The premise is quickly established — devout ex-pat Northerner William (Ralph Ineson — or Finchy if you prefer) and his family (wife, five kids, including newborn baby) are banished from their village for their killjoy religious fervour. They forge a life from the unforgiving land and their menagerie, including the aforementioned intransigent goat Black Phillip. It’s tough but manageable, until their baby boy mysteriously disappears. Intriguingly, Eggers shows from the off that the family is being targeted by a witch but crucially, his characters are kept in the dark. It leaves them grasping at bitter accusations, counter-allegations and hysterical detours into blind faith.
As Eggers escalates the tension, his cast respond admirably. Ineson’s guttural Yorkshire snarl has never been better employed, as William finds fault in anyone but himself, while Kate Dickie is typically intense as his grieving wife.
However, it’s the newcomers who impress most. Harvey Scrimshaw, as the oldest son, whose awakening sexuality seems to act as a beacon for the witch, gives one of the best child performances in years. But it’s Anya Taylor-Joy, as teenage daughter Thomasin, who commands the attention. Marked out as the witch due to an ill-advised remark, she’s a blend of disarming guilelessness and wide-eyed innocence, but with a bitter edge that could, in the right light, be mistaken for malevolence.
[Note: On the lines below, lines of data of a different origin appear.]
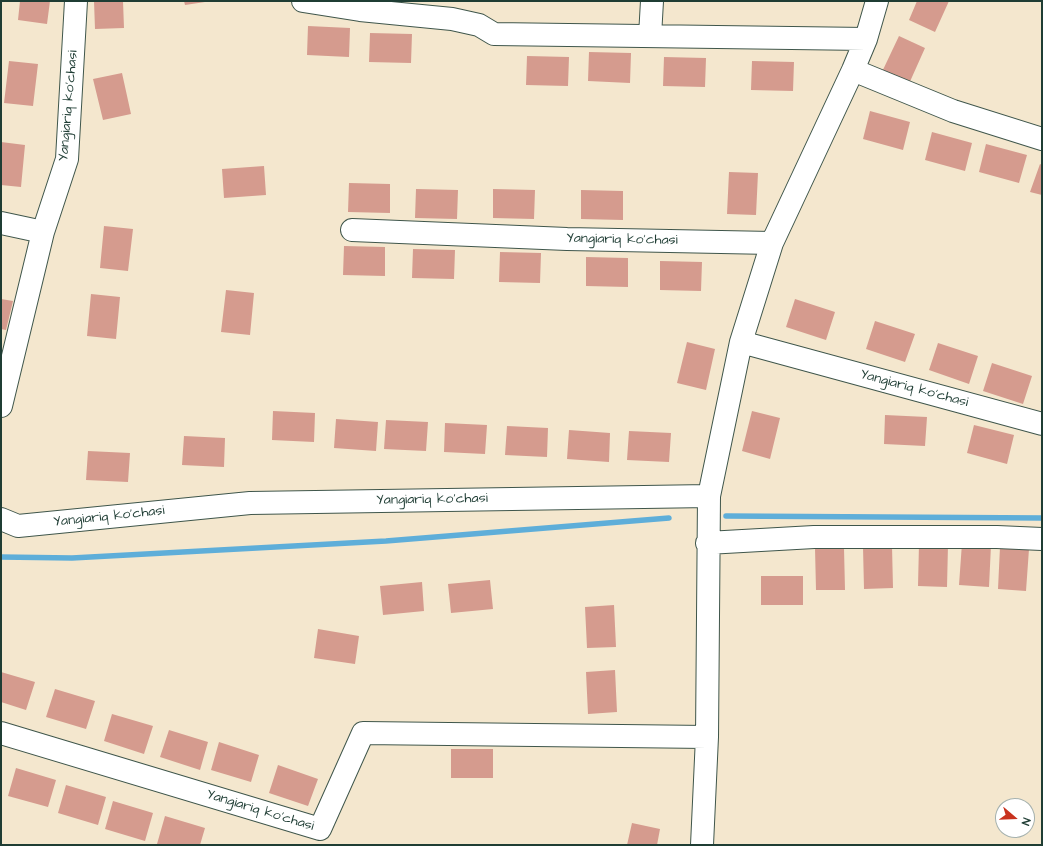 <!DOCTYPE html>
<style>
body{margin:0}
#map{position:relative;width:1043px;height:846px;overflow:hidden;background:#f4e7ce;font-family:"Architects Daughter",sans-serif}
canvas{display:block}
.frame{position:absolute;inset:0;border:2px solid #1f3d34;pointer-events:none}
.north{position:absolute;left:995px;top:798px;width:40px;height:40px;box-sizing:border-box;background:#fff;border:1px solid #a5b1ae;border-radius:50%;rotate:109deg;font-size:11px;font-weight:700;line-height:16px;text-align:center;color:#1f3d34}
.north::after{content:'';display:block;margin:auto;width:14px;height:18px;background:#c8321e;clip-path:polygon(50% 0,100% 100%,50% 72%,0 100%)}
</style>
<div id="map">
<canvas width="1043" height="846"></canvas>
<div class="frame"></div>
<div class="north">N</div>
</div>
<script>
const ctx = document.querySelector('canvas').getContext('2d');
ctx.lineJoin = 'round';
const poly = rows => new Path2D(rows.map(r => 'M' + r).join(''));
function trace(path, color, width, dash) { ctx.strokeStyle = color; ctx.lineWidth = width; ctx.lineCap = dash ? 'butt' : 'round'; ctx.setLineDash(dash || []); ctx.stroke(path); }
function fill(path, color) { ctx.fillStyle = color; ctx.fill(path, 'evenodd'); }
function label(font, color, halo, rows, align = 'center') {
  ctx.font = font + ' "Architects Daughter",sans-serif'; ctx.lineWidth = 3; ctx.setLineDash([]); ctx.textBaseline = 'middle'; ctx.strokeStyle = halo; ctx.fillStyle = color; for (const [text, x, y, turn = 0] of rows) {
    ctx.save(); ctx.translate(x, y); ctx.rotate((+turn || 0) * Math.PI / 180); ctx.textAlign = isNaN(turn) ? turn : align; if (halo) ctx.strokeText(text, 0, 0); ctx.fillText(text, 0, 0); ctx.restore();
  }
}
const stream = poly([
 [726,516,1042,518],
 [1,557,72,558,386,541,669,518]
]);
const building = poly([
 [20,1,50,1,47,24,18,20],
 [94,1,123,1,124,28,95,29],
 [184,1,205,1,205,2,185,5],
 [917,1,949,1,935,32,909,20],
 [308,26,350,28,349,57,307,55],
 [370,33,412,34,411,63,369,62],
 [899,36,925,48,908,86,881,74],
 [589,52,631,53,630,83,588,81],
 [527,56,569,57,568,86,526,85],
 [664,57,706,58,705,87,663,86],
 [9,61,38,64,33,106,4,103],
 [752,61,794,62,793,91,751,90],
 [122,73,131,114,103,120,93,79],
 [870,111,910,122,903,150,863,139],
 [932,132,972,143,965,171,925,160],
 [1,142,25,145,21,187,1,185],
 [986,144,1027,155,1019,183,979,172],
 [1040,164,1042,165,1042,195,1030,192],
 [264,166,266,195,224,198,222,169],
 [729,172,758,173,756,215,727,214],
 [349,183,390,184,390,213,348,212],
 [416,189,458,190,457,219,415,218],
 [493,189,535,190,534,219,493,218],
 [581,190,623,191,623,220,581,219],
 [104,226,133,229,128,271,100,268],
 [344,246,385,247,385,276,343,275],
 [413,249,455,250,454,279,412,278],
 [500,252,541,253,540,283,499,282],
 [586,257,628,258,628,287,586,286],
 [660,261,702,262,701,291,660,290],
 [226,290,254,293,250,335,221,332],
 [91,294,120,297,116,339,87,336],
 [1,299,13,301,6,330,1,329],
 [795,299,835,312,826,340,786,327],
 [875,321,915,334,905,362,866,349],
 [687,342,715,349,706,390,677,383],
 [938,343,978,356,969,384,929,370],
 [992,363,1032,376,1023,404,983,391],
 [273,411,315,413,314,442,272,440],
 [752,411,780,418,770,459,742,451],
 [885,415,927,417,925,446,884,444],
 [336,419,378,422,376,451,334,448],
 [386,420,428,422,426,451,384,449],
 [445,423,487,425,485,454,444,452],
 [974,425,1014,435,1007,464,967,453],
 [507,426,548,428,547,457,505,455],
 [569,430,610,433,609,462,567,459],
 [629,431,671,433,669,462,627,460],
 [184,436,225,438,224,467,182,465],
 [88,451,130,453,128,482,86,480],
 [962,543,991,545,989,587,959,585],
 [919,544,948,545,947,587,918,586],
 [892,546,893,588,864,589,863,547],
 [1000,547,1029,549,1026,591,998,589],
 [815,548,844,548,845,590,816,590],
 [761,576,803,576,803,605,761,605],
 [490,580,493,609,451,613,448,584],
 [422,582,424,611,383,615,380,586],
 [614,605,616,647,587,648,585,607],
 [318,629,359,636,355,664,314,658],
 [615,670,617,712,588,714,586,672],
 [1,672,35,682,26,710,1,702],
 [55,689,95,701,86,729,46,717],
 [112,714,153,726,144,754,104,741],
 [169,730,208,742,200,770,160,757],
 [219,742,259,755,251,782,211,770],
 [451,749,493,749,493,778,451,778],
 [278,765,318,779,308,806,269,793],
 [16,768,56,780,48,807,8,796],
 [66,785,106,797,98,825,58,813],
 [113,801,153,813,145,841,105,829],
 [165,816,205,828,200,845,157,844],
 [632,823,660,829,657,845,627,845]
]);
const street = poly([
 [303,1,360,10,452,19,479,25,494,34,866,39],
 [650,36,652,1],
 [853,70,953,111,1042,139],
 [1,223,43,232],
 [352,230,567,239,772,243],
 [741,342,1042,424],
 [1,406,43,232,67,159,76,1],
 [1,519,18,526,250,503,709,496],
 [707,543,814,537,997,537,1042,539],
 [1,733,320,829,363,733,707,737],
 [702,845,707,737,709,496,741,342,772,243,853,70,866,39,877,1]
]);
const streetNames = [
 ["Yangiariq ko'chasi",69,106,-85],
 ["Yangiariq ko'chasi",622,240,1],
 ["Yangiariq ko'chasi",914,389,15],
 ["Yangiariq ko'chasi",432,500,-1],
 ["Yangiariq ko'chasi",109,517,-6],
 ["Yangiariq ko'chasi",260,811,17]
];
trace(stream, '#5eaed9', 5.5);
fill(building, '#d59b8e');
trace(street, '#3f564b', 24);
trace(street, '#fff', 22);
label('14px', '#1f3d34', '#fff', streetNames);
</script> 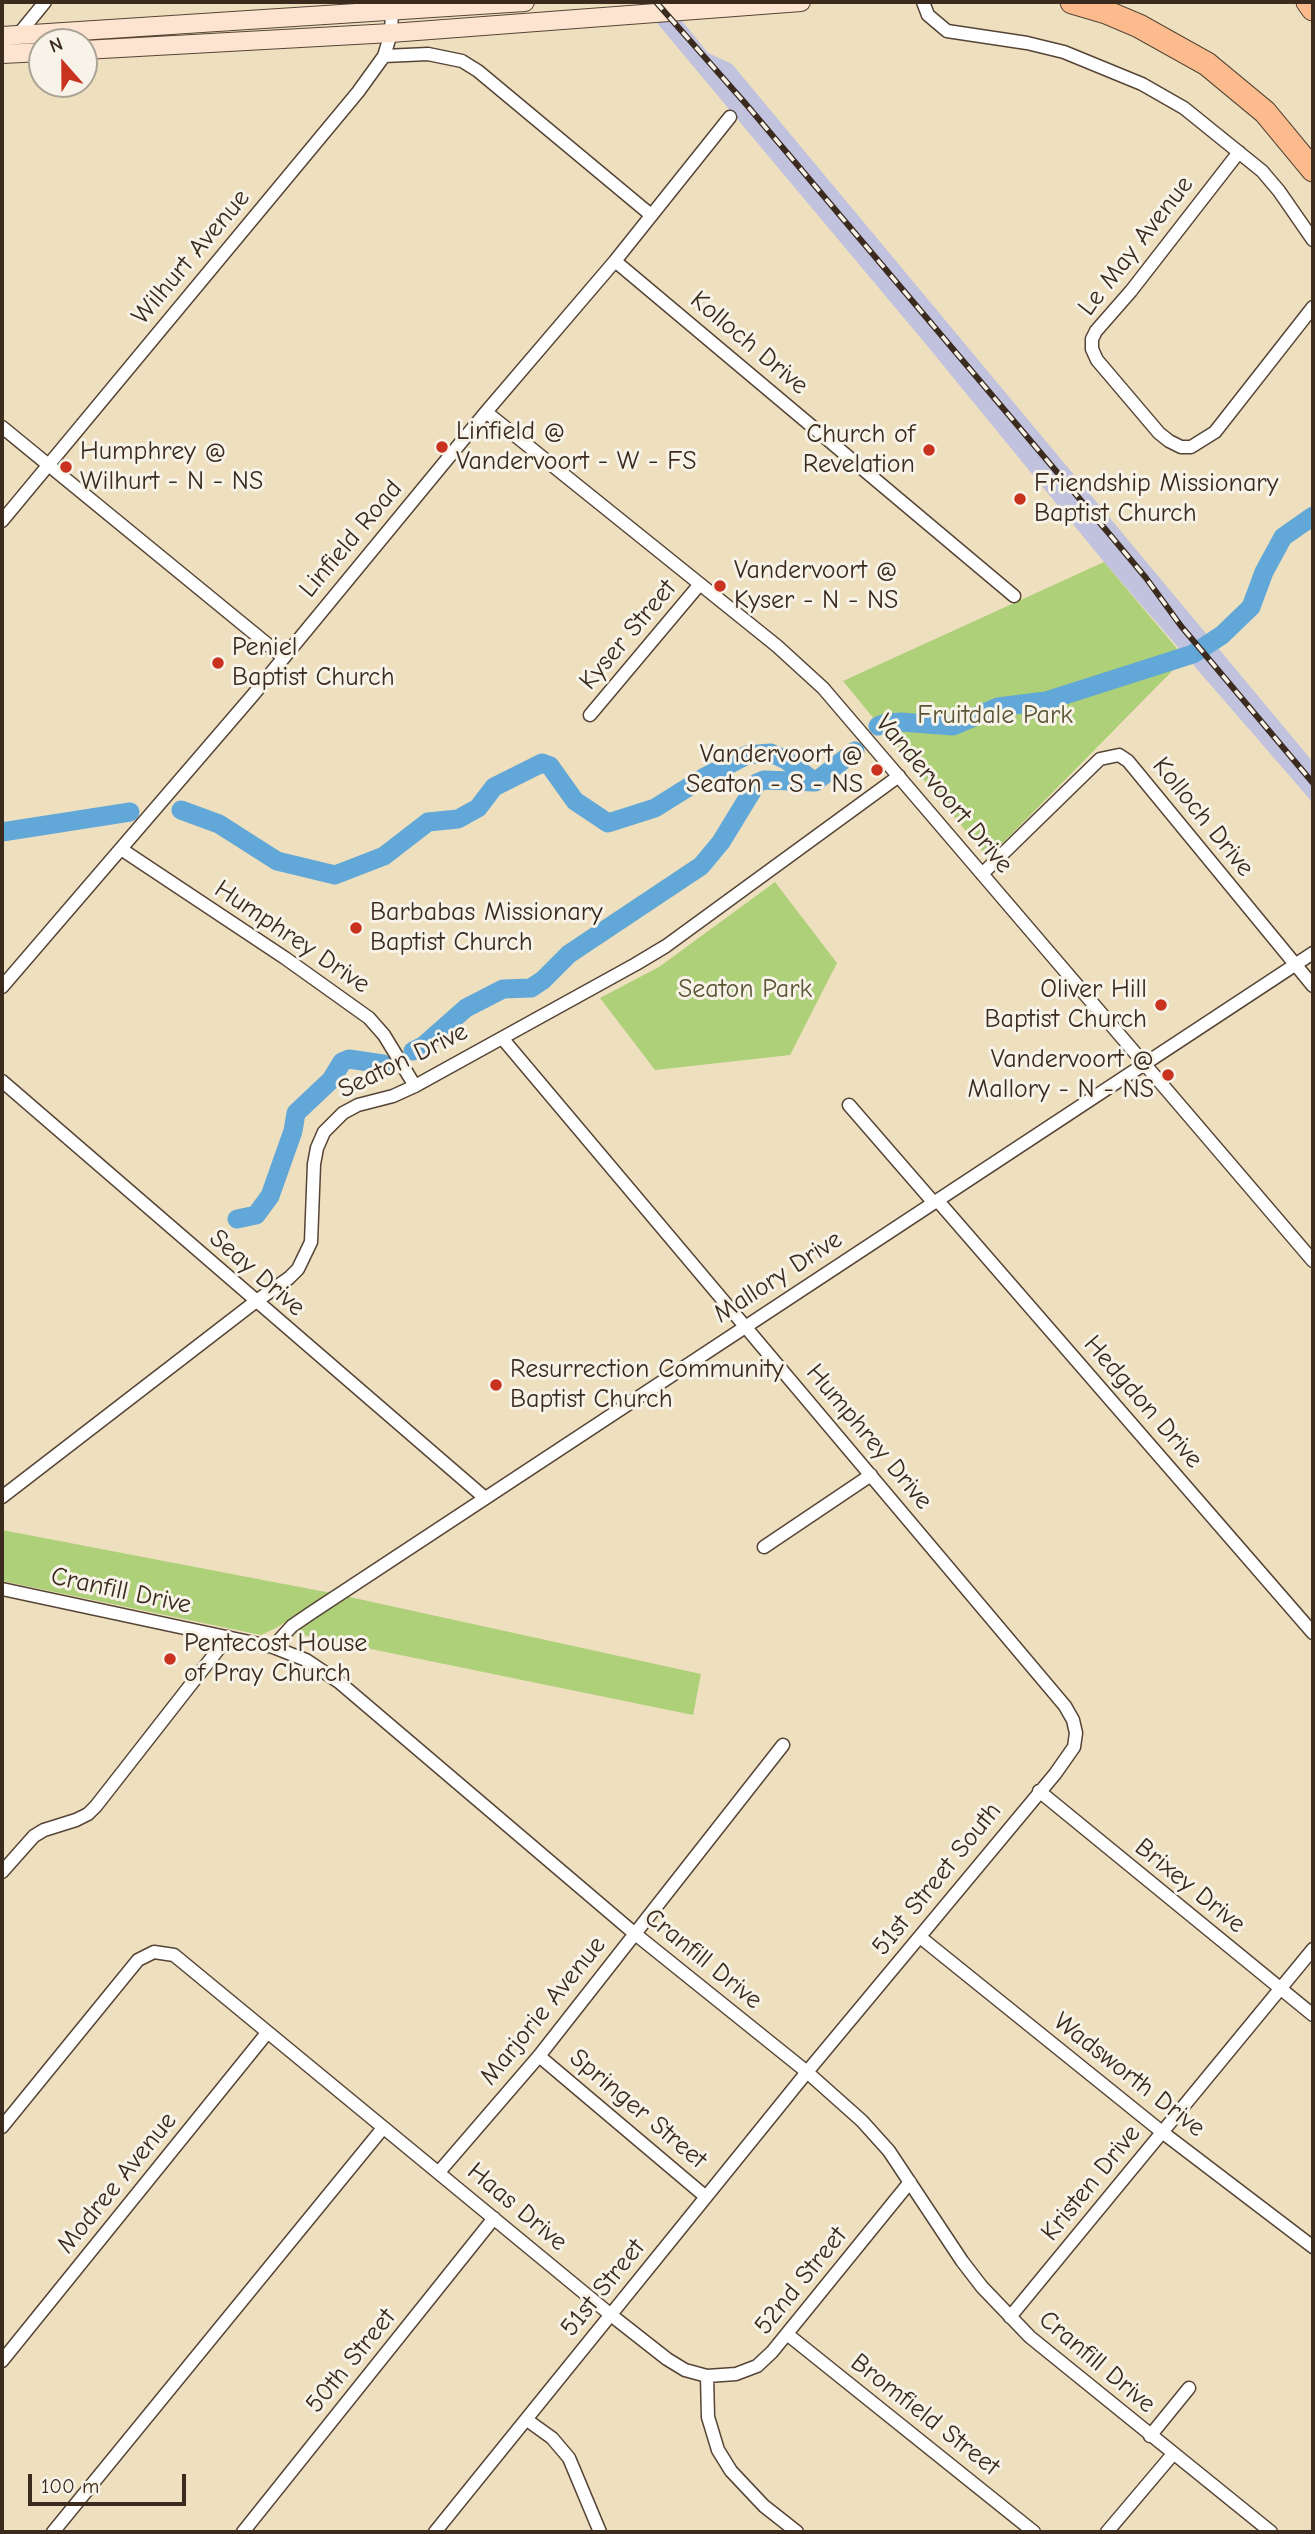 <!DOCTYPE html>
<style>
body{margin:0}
#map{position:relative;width:1315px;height:2534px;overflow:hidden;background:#eedfbf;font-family:"Comic Neue",sans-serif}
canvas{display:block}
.frame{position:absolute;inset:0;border:4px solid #3b2a1e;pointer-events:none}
.north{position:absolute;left:28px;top:28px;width:70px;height:70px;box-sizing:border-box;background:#f7f3e8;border:2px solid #aca397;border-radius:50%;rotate:339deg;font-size:19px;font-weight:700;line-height:28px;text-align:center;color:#3b2a1e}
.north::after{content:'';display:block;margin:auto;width:24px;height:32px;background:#c8321e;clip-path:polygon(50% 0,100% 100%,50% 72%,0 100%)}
.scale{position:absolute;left:28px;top:2474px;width:158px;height:32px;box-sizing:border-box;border:4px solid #3b2a1e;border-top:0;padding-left:9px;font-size:21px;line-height:24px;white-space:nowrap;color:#3b2a1e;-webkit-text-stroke:5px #f7f3e8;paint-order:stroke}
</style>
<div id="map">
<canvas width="1315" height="2534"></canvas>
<div class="frame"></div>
<div class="north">N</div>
<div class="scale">100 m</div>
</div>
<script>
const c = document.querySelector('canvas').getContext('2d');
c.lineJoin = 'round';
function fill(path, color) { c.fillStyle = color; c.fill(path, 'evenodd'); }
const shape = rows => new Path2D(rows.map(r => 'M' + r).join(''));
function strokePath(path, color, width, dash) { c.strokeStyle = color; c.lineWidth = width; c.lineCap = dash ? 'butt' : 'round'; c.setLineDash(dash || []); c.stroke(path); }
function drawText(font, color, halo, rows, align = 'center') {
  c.font = font + ' "Comic Neue",sans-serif'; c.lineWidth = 6; c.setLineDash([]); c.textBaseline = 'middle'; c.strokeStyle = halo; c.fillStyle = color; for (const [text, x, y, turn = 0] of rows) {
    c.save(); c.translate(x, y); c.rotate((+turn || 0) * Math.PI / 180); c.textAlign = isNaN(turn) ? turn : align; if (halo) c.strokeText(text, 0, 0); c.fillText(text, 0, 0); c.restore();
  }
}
fill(shape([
 [678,16,708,53,732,64,1313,762,1313,803,1104,562,929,348,657,23]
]), '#c1c2dd');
fill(shape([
 [1104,562,1185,658,988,858,843,681],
 [775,882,837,963,790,1055,655,1070,600,998,659,967],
 [2,1530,331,1593,276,1628,261,1635,2,1581],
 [345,1596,701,1674,693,1715,293,1633]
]), '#aed078');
strokePath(shape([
 [878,726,886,723,901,722,953,726,998,707,1046,701,1193,654,1222,635,1251,607,1264,572,1283,537,1313,516],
 [181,810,219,824,277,861,335,875,384,856,428,822,458,819,478,808,494,787,542,763,550,766,575,801,608,823,655,808,703,778,747,755,771,753,786,760,815,782,855,751],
 [2,832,130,812],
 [413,1051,423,1046,466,1008,503,989,531,988,543,980,569,954,701,866,721,842,757,783,764,780,815,782],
 [237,1219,256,1215,270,1196,293,1131,296,1113,331,1080,342,1062,349,1059,383,1064]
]), '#61a7d7', 19);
const street = shape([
 [923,2,928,15,947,31,1027,43,1064,52,1142,84,1184,108,1262,171,1279,191,1313,240],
 [18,35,45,2],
 [384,56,428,54,462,61,478,71,651,215],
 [1239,152,1131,291,1096,331,1092,339,1092,349,1097,360,1159,433,1169,441,1181,447,1191,447,1215,432,1313,307],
 [615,261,1014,596],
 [486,412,777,646,823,688,1313,1261],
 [2,427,283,657],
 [2,521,358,92,384,56,391,33,392,11],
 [590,715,700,584],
 [121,849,285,958,369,1018,384,1035,415,1086],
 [982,874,1100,759,1119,755,1128,761,1313,986],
 [2,987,253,695,486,412,615,261,730,117],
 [2,1081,485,1498],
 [849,1105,934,1203],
 [938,1201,1313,1633],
 [2,1497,255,1302,289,1278,298,1269,311,1242,314,1164,317,1148,324,1132,343,1113,358,1105,393,1096,415,1086,636,964,666,946,899,776],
 [764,1547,871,1475],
 [2,1589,273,1647,306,1660,339,1682,634,1933,807,2072,862,2121,889,2151,962,2261,982,2287,1030,2337,1271,2532],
 [273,1647,292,1626,311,1613,1313,953],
 [1039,1791,1313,2015],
 [2,1872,34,1836,44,1830,76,1820,88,1814,96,1806,228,1637],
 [920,1937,1162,2132,1313,2247],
 [539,2056,706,2197],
 [2,2127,138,1960,154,1952,174,1955,611,2315,667,2359,685,2370,707,2376,736,2374,757,2366,772,2352,910,2182],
 [439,2172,539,2056,783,1745],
 [1010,2317,1313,1949],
 [787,2334,1034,2532],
 [2,2361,267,2033],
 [707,2376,708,2417,718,2450,731,2471,764,2506,797,2532],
 [527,2420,552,2438,569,2458,600,2532],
 [1150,2436,1189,2388],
 [53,2532,383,2128],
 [243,2532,494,2218],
 [435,2532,807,2072,1055,1774,1074,1747,1076,1733,1073,1720,1065,1706,502,1038],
 [1107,2532,1173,2454]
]);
const secondary = shape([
 [2,36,525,2],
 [84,50,391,33,801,2],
 [2,54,42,52]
]);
const highway = shape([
 [1072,2,1106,12,1139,26,1207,64,1265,112,1313,170],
 [1308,2,1313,9]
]);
strokePath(street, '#564536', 15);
strokePath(secondary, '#564536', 20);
strokePath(highway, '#564536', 25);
strokePath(street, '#fff', 12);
strokePath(secondary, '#fde4d1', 18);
strokePath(highway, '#fbbb8c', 23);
const rail = shape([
 [656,2,745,103,1111,536,1146,578,1181,626,1313,783]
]);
strokePath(rail, '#3b2a1e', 6);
strokePath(rail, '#f7f3e8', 3.5, [10]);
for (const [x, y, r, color] of [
 [442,447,7,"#c8321e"],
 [929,450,7,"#c8321e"],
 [66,467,7,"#c8321e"],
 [1020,499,7,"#c8321e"],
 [720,586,7,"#c8321e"],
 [218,663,7,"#c8321e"],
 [877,770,7,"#c8321e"],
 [356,928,7,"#c8321e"],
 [1161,1005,7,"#c8321e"],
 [1168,1075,7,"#c8321e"],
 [496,1385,7,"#c8321e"],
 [170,1659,7,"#c8321e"]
]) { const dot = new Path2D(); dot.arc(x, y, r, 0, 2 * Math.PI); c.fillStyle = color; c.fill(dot); strokePath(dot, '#f7f3e8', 2.5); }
drawText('26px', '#3b2a1e', '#f7f3e8', [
 ["Le May Avenue",1136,246,-52],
 ["Wilhurt Avenue",191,257,-50],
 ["Kolloch Drive",749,343,40],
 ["Linfield Road",351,539,-50],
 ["Kyser Street",628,635,-50],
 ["Vandervoort Drive",944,794,50],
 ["Kolloch Drive",1203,817,51],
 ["Humphrey Drive",292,937,34],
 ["Seaton Drive",403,1061,-26],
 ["Seay Drive",257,1273,41],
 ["Mallory Drive",778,1277,-33],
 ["Hedgdon Drive",1143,1402,49],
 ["Humphrey Drive",869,1437,50],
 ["Cranfill Drive",121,1591,12],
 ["51st Street South",937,1879,-51],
 ["Brixey Drive",1190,1886,39],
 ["Cranfill Drive",703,1959,39],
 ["Marjorie Avenue",543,2011,-51],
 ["Wadsworth Drive",1129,2075,38],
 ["Springer Street",638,2109,40],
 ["Modree Avenue",117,2183,-51],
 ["Kristen Drive",1091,2183,-51],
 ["Haas Drive",517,2207,40],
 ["52nd Street",801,2281,-51],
 ["51st Street",603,2288,-51],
 ["50th Street",351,2361,-51],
 ["Cranfill Drive",1097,2362,40],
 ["Bromfield Street",925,2415,38]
]);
drawText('26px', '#3b2a1e', '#f7f3e8', [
 ["Linfield @",456,432],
 ["Vandervoort - W - FS",456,462],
 ["Church of",915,435,"right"],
 ["Revelation",915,465,"right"],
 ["Humphrey @",80,452],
 ["Wilhurt - N - NS",80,482],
 ["Friendship Missionary",1034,484],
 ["Baptist Church",1034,514],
 ["Vandervoort @",734,571],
 ["Kyser - N - NS",734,601],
 ["Peniel",232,648],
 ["Baptist Church",232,678],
 ["Vandervoort @",863,755,"right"],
 ["Seaton - S - NS",863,785,"right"],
 ["Barbabas Missionary",370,913],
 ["Baptist Church",370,943],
 ["Oliver Hill",1147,990,"right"],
 ["Baptist Church",1147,1020,"right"],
 ["Vandervoort @",1154,1060,"right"],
 ["Mallory - N - NS",1154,1090,"right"],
 ["Resurrection Community",510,1370],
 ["Baptist Church",510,1400],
 ["Pentecost House",184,1644],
 ["of Pray Church",184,1674]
], 'left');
drawText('26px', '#585434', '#f7f3e8', [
 ["Fruitdale Park",995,716],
 ["Seaton Park",745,990]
]);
</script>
As this powder keg of a family unit explodes, Eggers displays admirable control. One sequence, in which Eggers and DP Jarin Blaschke hold the shot for what seems like forever, as the witch manifests as a seductress, is unbearably tense. It won’t be for everyone — it’s slow, the dialogue (recreated from 17th-century transcripts) is occasionally impenetrable, and gorehounds will be disappointed. But rarely has a film this oppressive been so impressive.
A hugely assured debut, The Witch is a beautiful, bleak brainworm that will haunt you for days.